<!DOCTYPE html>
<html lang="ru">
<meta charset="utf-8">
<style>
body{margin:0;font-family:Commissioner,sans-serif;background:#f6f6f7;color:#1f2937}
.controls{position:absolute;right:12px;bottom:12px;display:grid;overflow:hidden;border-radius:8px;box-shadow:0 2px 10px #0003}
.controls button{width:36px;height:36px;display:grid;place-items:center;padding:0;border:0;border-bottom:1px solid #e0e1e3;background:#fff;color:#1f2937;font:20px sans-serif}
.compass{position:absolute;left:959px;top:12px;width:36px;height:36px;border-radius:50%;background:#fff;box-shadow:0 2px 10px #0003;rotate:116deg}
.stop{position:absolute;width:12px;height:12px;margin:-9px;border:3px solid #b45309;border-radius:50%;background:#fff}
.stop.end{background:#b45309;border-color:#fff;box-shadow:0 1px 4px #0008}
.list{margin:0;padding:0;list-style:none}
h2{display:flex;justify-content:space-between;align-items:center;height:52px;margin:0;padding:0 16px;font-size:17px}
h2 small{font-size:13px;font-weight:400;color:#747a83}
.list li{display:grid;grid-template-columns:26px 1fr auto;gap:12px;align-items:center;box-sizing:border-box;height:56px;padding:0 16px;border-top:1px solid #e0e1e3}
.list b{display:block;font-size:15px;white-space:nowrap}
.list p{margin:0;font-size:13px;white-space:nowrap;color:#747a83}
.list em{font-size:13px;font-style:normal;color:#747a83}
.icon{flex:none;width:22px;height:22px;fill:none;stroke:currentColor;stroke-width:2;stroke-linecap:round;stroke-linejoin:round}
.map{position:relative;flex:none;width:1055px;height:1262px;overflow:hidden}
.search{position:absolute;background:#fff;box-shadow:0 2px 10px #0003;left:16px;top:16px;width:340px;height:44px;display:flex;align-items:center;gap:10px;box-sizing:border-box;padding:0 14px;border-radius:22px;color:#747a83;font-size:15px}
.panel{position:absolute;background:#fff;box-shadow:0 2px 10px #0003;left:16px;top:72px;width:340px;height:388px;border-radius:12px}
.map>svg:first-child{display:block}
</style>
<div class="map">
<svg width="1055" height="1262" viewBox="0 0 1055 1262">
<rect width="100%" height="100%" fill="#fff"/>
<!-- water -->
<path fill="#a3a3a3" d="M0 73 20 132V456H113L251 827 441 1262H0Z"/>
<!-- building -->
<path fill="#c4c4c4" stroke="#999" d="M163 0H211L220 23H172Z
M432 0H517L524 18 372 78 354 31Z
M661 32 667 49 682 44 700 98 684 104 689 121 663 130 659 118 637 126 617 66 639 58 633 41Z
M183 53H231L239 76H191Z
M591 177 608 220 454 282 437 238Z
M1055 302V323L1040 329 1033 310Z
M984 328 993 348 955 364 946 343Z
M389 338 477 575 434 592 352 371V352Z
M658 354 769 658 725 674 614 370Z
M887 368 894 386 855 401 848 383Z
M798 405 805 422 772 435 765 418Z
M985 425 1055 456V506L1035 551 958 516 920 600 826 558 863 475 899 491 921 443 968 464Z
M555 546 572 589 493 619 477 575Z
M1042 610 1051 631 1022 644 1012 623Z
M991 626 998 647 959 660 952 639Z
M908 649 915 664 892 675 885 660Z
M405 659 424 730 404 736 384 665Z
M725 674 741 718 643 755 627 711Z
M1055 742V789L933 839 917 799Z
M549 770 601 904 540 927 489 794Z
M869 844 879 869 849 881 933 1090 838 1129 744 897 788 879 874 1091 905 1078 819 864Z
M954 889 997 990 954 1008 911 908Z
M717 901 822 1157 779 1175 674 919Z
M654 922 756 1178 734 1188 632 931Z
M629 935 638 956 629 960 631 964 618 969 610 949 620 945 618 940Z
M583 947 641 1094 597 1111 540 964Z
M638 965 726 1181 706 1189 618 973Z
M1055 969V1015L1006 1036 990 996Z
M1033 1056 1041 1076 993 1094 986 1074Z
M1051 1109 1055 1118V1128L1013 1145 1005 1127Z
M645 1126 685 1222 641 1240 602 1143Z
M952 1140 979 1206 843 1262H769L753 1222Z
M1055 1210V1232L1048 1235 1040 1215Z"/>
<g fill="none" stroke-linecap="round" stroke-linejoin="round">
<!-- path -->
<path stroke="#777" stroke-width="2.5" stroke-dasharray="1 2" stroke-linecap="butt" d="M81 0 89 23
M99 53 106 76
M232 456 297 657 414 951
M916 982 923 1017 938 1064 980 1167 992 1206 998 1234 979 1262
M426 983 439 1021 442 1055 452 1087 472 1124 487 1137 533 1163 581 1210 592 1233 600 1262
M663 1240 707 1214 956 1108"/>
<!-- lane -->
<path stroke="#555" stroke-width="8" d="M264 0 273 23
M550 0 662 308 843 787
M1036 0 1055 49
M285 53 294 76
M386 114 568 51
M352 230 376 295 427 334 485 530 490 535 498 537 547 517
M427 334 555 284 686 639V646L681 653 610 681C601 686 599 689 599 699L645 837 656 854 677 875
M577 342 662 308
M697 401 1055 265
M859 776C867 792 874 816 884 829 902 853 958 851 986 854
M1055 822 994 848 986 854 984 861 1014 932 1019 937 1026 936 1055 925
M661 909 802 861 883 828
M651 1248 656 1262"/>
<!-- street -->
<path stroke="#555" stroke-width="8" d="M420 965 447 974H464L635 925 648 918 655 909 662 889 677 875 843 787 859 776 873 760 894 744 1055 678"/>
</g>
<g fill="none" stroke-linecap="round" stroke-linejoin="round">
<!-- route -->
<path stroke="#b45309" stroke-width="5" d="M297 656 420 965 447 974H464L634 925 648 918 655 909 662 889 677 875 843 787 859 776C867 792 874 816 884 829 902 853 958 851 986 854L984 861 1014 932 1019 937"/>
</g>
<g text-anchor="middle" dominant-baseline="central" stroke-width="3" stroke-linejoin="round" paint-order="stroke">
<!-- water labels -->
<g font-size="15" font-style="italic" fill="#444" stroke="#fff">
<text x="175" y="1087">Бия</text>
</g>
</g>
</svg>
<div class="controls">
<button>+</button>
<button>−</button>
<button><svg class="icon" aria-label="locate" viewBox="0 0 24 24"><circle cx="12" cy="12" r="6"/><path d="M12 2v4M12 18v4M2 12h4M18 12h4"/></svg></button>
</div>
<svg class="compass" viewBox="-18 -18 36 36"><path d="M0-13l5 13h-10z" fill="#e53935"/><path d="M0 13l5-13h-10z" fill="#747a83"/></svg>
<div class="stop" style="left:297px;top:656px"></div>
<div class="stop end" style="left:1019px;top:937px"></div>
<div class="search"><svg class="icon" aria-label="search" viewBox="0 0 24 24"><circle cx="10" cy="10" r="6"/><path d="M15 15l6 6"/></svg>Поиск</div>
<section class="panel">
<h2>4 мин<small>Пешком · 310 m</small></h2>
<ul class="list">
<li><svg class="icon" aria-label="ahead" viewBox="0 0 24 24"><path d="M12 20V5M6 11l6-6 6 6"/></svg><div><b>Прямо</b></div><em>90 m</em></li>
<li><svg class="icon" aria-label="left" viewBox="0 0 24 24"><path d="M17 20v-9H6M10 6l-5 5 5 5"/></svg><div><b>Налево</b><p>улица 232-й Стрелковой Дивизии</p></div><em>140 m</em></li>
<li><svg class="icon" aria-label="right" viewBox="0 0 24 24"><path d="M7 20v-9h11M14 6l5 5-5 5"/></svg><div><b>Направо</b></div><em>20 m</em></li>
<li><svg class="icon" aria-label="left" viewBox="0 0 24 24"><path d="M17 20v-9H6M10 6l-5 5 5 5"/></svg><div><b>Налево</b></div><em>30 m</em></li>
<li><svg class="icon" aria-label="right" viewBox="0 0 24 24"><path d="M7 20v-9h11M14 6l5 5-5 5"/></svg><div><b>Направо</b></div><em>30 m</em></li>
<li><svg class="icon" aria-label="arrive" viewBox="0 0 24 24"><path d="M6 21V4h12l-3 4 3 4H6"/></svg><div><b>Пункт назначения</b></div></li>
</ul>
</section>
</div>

▶ [WHAT THIS TASK INVOLVES]: There is a line with "M1055 1210V1232L1048 1235" and a line with "M426 983 439" above. Copy exactly those two lines and all lines between them, with nothing else.

▶ [RESPONSE BOX]:
M1055 1210V1232L1048 1235 1040 1215Z"/>
<g fill="none" stroke-linecap="round" stroke-linejoin="round">
<!-- path -->
<path stroke="#777" stroke-width="2.5" stroke-dasharray="1 2" stroke-linecap="butt" d="M81 0 89 23
M99 53 106 76
M232 456 297 657 414 951
M916 982 923 1017 938 1064 980 1167 992 1206 998 1234 979 1262
M426 983 439 1021 442 1055 452 1087 472 1124 487 1137 533 1163 581 1210 592 1233 600 1262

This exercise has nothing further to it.